Por: Por la Redacción de Red Castrense
Nada de esto habría retumbado en los rincones más remotos del planeta sin el motor fundamental de este fenómeno: nuestra Selección Argentina. Fueron los muchachos en la cancha quienes encendieron la chispa, convirtiendo el deporte en un megáfono implacable de soberanía y orgullo popular.
Cada gambeta, cada victoria y cada canto en las tribunas se transformaron en un vehículo cultural que llevó nuestra bandera y nuestra historia a cada rincón del globo. La Selección demostró que la identidad argentina no se achica ante nadie; fue el catalizador que le dio escala planetaria a un grito de pertenencia que llevaba demasiado tiempo contenido.
Con el impulso de esa épica colectiva, las redes sociales se convirtieron en un campo de batalla cultural. Millones de argentinos invadieron plataformas, foros e hilos internacionales con un solo mensaje: las Islas Malvinas son y serán argentinas.

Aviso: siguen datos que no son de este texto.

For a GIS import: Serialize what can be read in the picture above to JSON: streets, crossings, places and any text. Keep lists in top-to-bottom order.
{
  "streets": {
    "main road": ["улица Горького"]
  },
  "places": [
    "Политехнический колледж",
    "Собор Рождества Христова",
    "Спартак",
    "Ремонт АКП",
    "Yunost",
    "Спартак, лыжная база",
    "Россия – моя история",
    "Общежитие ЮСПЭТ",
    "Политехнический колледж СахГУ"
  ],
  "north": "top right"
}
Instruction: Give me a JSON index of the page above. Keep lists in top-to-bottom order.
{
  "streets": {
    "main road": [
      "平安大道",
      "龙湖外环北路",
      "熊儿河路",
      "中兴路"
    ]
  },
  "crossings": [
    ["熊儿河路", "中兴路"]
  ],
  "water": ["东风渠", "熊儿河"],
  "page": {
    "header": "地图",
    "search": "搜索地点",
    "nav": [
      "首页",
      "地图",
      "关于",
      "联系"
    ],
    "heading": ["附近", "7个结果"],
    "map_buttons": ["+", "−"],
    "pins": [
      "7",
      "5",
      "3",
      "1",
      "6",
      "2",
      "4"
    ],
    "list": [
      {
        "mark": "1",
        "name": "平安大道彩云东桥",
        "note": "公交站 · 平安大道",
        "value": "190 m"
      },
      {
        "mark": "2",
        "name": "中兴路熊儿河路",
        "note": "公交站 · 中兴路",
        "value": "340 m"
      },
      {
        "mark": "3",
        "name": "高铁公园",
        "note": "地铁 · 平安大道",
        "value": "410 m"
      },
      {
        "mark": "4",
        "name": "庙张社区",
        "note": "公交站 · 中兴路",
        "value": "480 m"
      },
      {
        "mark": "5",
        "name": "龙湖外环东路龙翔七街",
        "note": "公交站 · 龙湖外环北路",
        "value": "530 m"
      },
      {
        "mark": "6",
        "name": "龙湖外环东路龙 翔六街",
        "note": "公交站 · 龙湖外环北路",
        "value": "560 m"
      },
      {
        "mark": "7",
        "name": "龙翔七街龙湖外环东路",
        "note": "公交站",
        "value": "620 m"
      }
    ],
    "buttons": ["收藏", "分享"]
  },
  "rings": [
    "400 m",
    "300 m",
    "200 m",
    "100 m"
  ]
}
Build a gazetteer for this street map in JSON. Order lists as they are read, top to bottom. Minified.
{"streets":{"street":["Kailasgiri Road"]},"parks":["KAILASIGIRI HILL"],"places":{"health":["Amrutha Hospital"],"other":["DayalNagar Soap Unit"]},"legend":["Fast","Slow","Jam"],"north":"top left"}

Frente al intento histórico de las potencias coloniales de sepultar el reclamo en la burocracia del olvido, este patriotismo indomable le recordó al mundo que el colonialismo en el siglo XXI es una anomalía inaceptable. No fue un pedido de disculpas; fue un acto de presencia insoslayable.
En este despertar, las máscaras no tardaron en caer. Resulta aleccionador observar la condescendencia y la envidia disfrazada de análisis moral de ciertos sectores de Latinoamérica que, en lugar de respaldar la causa de un pueblo hermano contra el despojo colonial, prefirieron sumarse al coro de críticas superficiales.
A esa comedia moral se le sumó la arrogancia de Hollywood. Las desafortunadas e ignorantes declaraciones de Samuel L. Jackson sobre Argentina y el racismo intentaron enlatar la compleja historia de nuestro país en el molde de las tensiones raciales de Estados Unidos. El repudio argentino fue unánime e inmediato: no aceptamos lecciones de moral de figuras respaldadas por la supremacía cultural anglosajona que pretenden diagnosticar a una nación que no entienden ni les interesa comprender.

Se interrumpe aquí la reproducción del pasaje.